# Your objective
Would you please set down the data again exactly as given, excluding the pictures?

==*==

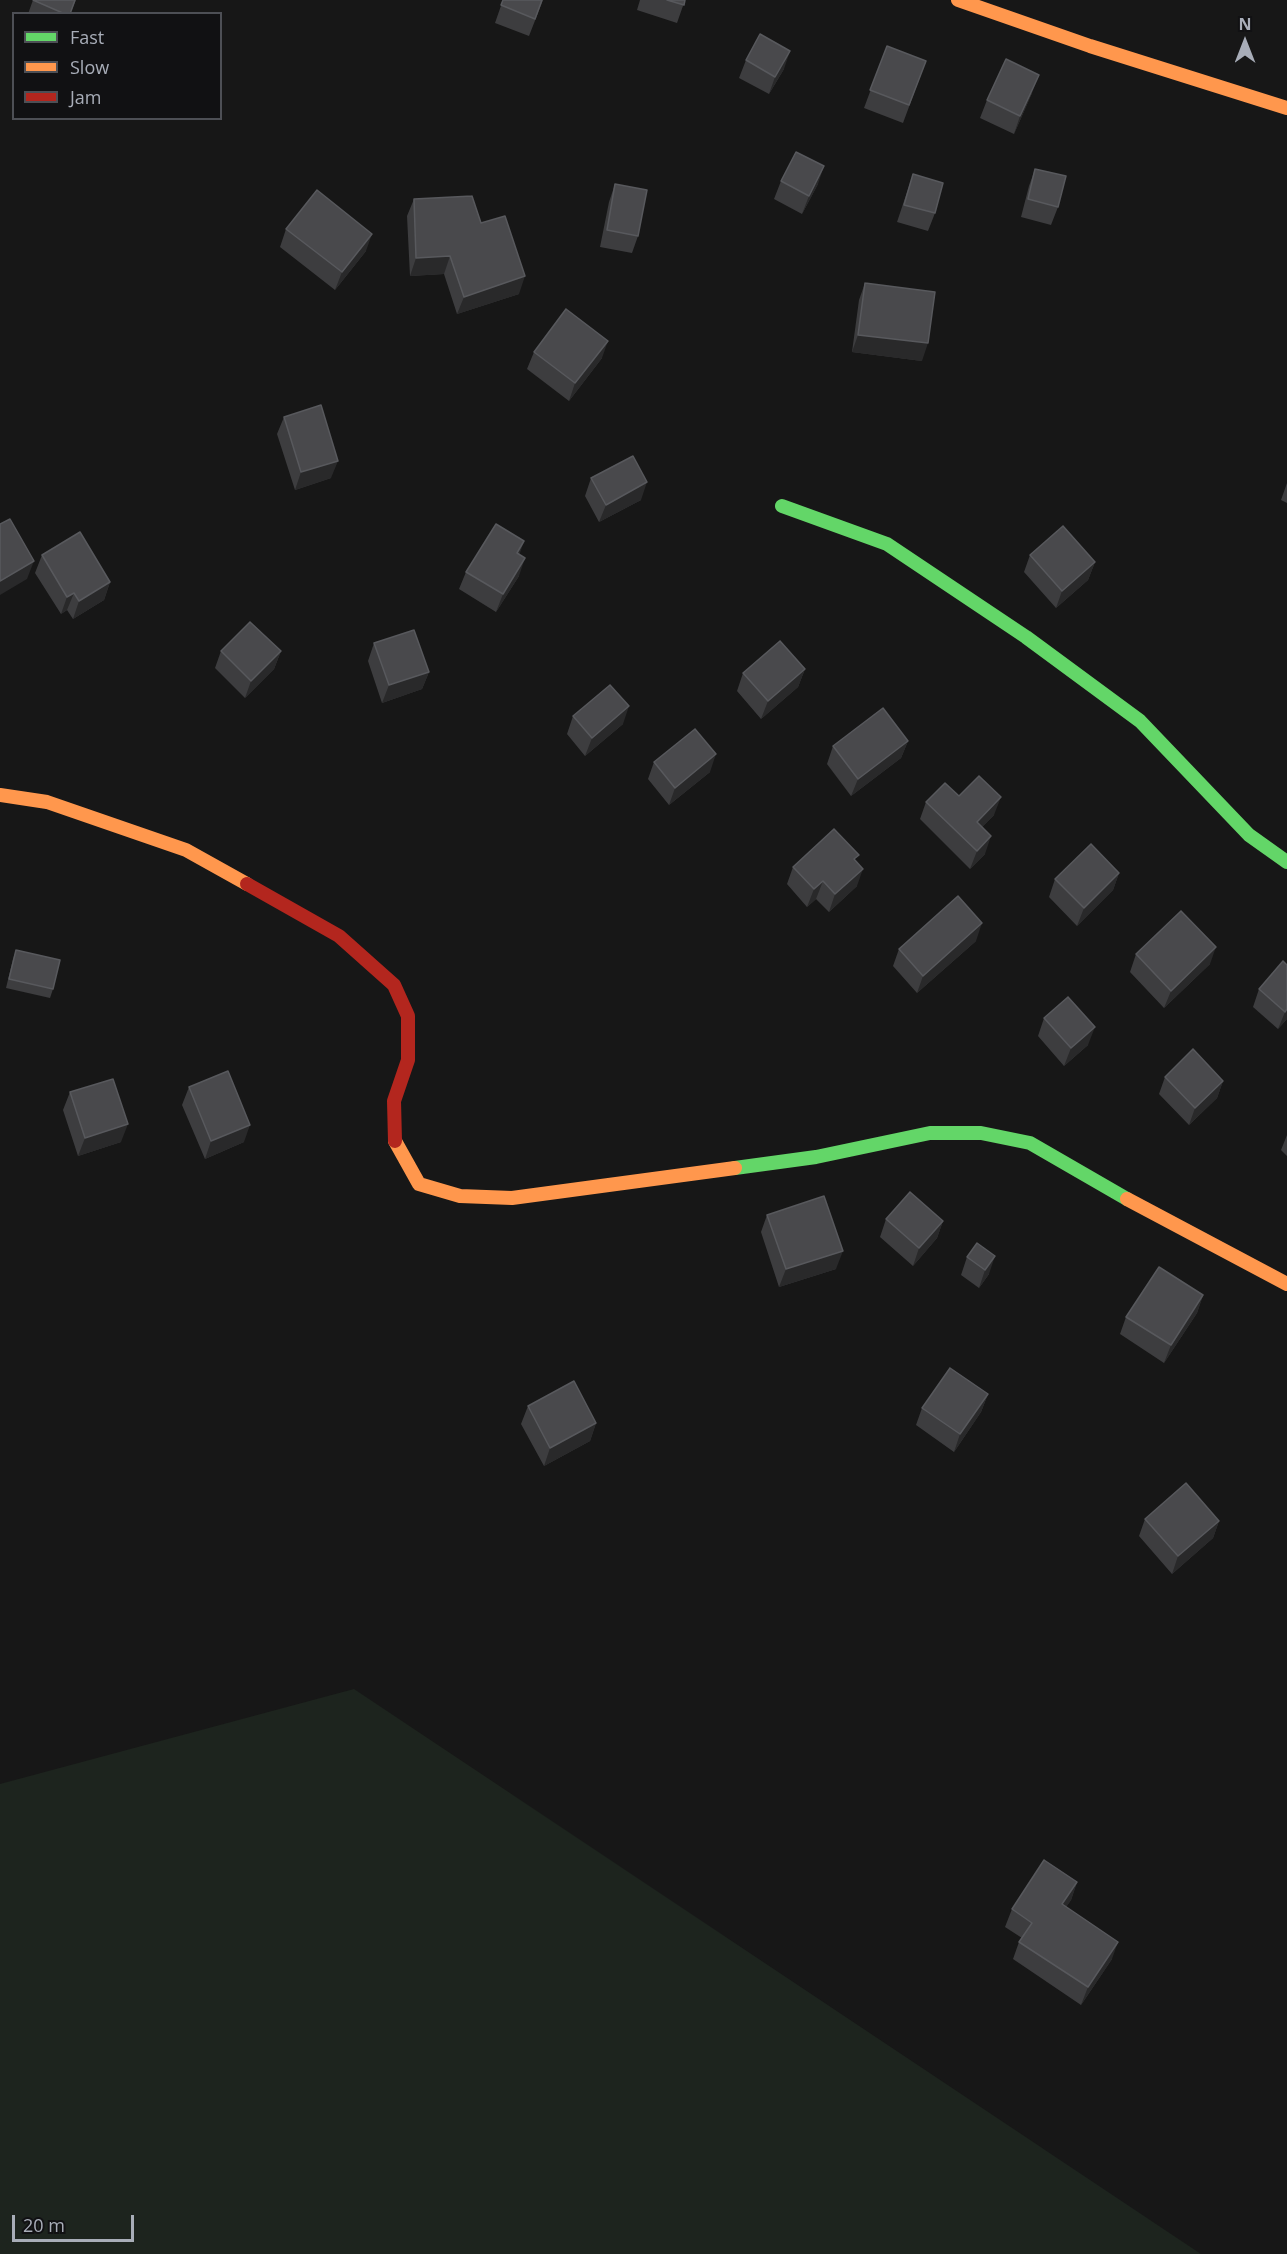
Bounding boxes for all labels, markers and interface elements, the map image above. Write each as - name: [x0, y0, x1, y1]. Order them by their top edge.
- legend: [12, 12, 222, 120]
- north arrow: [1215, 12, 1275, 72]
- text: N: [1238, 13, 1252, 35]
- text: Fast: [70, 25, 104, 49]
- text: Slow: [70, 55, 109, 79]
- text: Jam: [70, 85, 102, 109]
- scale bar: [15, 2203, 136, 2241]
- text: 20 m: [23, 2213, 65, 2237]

==*==

# Response area
Bounding boxes for all labels, markers and interface elements, the map image above. Write each as - name: [x0, y0, x1, y1]. Order them by their top edge.
- legend: [12, 12, 222, 120]
- north arrow: [1215, 12, 1275, 72]
- text: N: [1238, 13, 1252, 35]
- text: Fast: [70, 25, 104, 49]
- text: Slow: [70, 55, 109, 79]
- text: Jam: [70, 85, 102, 109]
- scale bar: [15, 2203, 136, 2241]
- text: 20 m: [23, 2213, 65, 2237]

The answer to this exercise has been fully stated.